ORIGINAL: otrcman
ORIGINAL: Instructor
May I ask you how the pilot is controling the Fin/Rudder? If I'm not mistaken, doesn't the DR-1 have cable
controls for the Fin/Rudder and the Elevator? If so, then the pilot uses the Fin/Rudder to sideslip the DR-1 by
moving the rudder pedals or tiller bar in the cockpit the same
way he controls the pitch with the control stick hooked to the elevator by cables.....
Larry
Yes, the rudder of the DRI is cable controlled. But remember, there is no fin. Just a rudder. The plane will sideslip one way or the other all by itself and has no natural tendency to come back to center. It requires active pilot input to keep the plane anywhere near straight. That's a difficult concept to wrap your mind around if all you have flown is modern airplanes (say, 1920 or later) with actual stability.
The advent of a fixed fin on full scale airplanes was a total game changer for the pilot. Once there is a fixed fin (of sufficient size) the airplane will fly with little or no sideslip all by itself. Before fixed fins came along, maintaining zero sideslip was the pilot's job. Normally, the way the pilot sensed sideslip was to feel whether the wind was equal on both sides of his face.

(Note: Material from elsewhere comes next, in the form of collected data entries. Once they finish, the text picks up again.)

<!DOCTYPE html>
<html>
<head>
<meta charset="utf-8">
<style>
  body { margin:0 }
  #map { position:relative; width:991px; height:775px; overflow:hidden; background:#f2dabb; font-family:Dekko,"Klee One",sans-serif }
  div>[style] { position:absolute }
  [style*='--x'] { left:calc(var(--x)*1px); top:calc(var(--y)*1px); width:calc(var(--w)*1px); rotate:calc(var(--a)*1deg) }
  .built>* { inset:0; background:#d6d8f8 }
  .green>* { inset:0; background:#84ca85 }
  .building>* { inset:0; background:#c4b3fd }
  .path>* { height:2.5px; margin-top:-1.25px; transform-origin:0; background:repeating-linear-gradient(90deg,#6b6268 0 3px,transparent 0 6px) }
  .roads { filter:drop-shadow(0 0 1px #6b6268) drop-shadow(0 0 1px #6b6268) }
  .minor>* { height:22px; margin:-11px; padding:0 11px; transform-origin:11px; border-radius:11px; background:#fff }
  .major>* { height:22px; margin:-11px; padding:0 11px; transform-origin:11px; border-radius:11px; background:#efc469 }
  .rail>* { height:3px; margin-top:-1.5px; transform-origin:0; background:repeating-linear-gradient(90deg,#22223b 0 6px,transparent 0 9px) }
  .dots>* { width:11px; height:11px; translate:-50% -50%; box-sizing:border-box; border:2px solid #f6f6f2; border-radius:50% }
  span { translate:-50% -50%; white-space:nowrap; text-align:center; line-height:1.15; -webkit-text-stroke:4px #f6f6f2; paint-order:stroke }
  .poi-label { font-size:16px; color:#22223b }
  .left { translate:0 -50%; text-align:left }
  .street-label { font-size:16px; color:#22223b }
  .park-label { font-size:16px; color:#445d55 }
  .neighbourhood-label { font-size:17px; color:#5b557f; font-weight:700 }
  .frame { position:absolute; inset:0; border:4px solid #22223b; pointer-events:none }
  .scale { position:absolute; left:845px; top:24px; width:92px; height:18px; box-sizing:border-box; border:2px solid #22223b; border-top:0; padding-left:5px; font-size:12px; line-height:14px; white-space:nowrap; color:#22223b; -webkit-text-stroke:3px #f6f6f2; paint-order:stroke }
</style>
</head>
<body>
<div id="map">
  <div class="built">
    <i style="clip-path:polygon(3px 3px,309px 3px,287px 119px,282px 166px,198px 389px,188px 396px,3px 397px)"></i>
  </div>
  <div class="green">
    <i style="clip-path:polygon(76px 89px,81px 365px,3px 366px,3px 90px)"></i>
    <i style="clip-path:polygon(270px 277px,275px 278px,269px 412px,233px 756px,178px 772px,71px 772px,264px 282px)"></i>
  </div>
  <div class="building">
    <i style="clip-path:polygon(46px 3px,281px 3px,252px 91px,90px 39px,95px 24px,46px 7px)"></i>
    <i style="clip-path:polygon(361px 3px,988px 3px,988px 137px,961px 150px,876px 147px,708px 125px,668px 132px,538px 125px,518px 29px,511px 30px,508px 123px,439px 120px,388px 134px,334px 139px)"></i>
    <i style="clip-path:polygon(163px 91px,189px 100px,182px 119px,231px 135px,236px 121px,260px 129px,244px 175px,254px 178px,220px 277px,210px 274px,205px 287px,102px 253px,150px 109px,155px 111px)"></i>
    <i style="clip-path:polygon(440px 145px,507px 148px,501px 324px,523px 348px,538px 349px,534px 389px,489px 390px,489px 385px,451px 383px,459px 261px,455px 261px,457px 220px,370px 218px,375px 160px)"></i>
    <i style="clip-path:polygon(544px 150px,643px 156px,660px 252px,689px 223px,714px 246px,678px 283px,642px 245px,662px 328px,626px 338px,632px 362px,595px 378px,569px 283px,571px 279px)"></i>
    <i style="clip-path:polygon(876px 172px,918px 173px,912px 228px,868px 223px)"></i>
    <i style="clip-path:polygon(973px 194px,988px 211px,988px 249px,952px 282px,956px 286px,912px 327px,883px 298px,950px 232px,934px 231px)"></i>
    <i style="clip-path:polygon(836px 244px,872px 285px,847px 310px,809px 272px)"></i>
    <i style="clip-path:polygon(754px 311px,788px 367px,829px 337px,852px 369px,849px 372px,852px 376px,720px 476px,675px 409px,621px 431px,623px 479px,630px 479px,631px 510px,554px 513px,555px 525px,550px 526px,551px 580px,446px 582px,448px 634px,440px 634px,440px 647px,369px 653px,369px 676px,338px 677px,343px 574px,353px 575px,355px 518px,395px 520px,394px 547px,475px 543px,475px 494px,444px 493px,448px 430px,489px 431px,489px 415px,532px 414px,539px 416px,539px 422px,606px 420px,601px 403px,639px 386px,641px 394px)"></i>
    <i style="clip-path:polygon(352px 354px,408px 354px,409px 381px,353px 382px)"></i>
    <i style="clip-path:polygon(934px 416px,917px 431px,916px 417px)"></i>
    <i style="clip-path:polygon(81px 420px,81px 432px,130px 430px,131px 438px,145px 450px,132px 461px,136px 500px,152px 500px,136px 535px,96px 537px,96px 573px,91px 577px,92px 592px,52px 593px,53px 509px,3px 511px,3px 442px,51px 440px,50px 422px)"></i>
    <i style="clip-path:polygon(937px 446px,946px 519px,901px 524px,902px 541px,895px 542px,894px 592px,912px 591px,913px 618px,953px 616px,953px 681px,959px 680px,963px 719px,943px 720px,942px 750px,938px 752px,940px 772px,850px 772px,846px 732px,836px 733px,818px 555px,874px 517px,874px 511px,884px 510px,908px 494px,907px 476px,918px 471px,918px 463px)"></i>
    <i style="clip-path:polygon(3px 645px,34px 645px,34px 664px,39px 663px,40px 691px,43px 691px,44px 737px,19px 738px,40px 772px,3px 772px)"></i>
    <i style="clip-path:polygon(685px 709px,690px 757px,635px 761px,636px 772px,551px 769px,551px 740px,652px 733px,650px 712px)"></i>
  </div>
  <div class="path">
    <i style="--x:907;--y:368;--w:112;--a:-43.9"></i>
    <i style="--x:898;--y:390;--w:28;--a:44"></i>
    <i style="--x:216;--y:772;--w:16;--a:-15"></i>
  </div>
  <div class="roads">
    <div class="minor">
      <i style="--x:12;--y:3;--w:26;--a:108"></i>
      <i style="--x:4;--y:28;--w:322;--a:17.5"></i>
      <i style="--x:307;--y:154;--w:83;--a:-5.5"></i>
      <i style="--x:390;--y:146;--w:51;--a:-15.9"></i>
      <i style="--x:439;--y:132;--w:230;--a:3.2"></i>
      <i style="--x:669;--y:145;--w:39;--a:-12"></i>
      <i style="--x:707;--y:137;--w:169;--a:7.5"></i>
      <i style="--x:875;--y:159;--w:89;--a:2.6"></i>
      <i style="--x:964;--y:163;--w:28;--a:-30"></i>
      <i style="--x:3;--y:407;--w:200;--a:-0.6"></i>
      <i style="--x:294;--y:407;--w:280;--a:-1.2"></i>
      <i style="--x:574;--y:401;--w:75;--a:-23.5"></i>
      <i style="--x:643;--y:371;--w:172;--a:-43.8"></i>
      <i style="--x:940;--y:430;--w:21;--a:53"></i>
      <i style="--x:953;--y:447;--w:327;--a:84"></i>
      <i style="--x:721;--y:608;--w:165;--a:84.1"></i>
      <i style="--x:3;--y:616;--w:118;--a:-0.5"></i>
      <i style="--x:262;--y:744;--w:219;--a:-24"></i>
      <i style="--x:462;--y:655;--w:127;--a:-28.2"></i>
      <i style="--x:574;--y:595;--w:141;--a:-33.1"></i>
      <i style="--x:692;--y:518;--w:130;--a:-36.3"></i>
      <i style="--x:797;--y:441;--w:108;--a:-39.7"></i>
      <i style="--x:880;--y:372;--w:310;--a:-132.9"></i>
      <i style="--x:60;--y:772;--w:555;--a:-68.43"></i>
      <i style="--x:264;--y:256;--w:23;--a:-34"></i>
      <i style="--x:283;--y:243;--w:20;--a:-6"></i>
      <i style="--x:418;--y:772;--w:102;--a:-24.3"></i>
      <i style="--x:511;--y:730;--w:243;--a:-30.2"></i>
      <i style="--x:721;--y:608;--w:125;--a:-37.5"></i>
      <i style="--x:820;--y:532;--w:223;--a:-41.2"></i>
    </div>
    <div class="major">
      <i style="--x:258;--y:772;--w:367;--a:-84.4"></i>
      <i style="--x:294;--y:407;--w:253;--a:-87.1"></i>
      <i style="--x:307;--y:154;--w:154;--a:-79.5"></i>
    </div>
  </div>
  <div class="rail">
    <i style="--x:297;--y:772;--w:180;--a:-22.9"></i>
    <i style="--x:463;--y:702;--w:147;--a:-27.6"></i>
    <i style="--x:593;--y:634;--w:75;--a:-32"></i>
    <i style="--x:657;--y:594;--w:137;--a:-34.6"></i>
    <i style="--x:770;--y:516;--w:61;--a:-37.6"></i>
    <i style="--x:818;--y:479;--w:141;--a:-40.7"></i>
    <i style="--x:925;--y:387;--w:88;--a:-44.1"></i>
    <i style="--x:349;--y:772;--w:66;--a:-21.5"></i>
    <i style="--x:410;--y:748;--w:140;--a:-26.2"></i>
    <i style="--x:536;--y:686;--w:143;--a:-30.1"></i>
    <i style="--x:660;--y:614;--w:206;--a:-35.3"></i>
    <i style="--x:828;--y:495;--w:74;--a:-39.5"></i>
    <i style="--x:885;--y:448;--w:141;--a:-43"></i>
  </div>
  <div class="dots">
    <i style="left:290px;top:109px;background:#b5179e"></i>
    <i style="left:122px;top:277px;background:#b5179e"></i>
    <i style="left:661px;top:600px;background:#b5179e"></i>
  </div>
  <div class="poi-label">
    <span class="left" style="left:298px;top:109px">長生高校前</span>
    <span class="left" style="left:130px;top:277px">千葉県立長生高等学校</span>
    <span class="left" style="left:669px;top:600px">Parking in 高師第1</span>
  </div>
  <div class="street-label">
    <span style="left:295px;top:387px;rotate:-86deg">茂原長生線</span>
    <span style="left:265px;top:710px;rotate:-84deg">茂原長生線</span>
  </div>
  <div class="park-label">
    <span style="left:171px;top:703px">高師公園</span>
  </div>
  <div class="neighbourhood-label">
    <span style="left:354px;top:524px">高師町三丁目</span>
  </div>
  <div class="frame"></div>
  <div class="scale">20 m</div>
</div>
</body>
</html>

In pitch, there is a big difference between an elevator that can ''float'' versus an irreversible elevator. That's why we see reference to stick-fixed versus stick-free stability in aerodynamic testing. Stick-fixed is more stable in almost all cases, because you are essentially making the fixed surface larger by locking the elevator.
In a typical light airplane, the pilot isn't maintaining the control surfaces rigidly in place at all. The surfaces are pretty much floating in the slipstream and the pilot is just applying pressure one way or the other when he exerts control. Not the same as an R/C plane where the servo keeps the surface from floating in the slipstream.
An easy way to think of the concept is this: A fixed tail surface (fin, stabilizer) is where the stability comes from. A movable tail surface (rudder, elevator) is where control comes from.
Dick
You make it sound like it took a long time for fixed area fins to be introduced. I say that it did not. The early Fokkers were really the only designs this way. All or most of the allied designs had fixed vertical area. The Fokker DVII had fixed area as well, although at the insistence of Richtofen.
No doubt fixed surface area is a good thing, but it is a bad thing when we got to supersonic flight. The stabilator solved the compressabilty issue with the jets.
Also, if you have ever had a triplane, then you would know how much fun that full flying rudder is! Many have just not gotten comfortable enough with theirs to really play with it.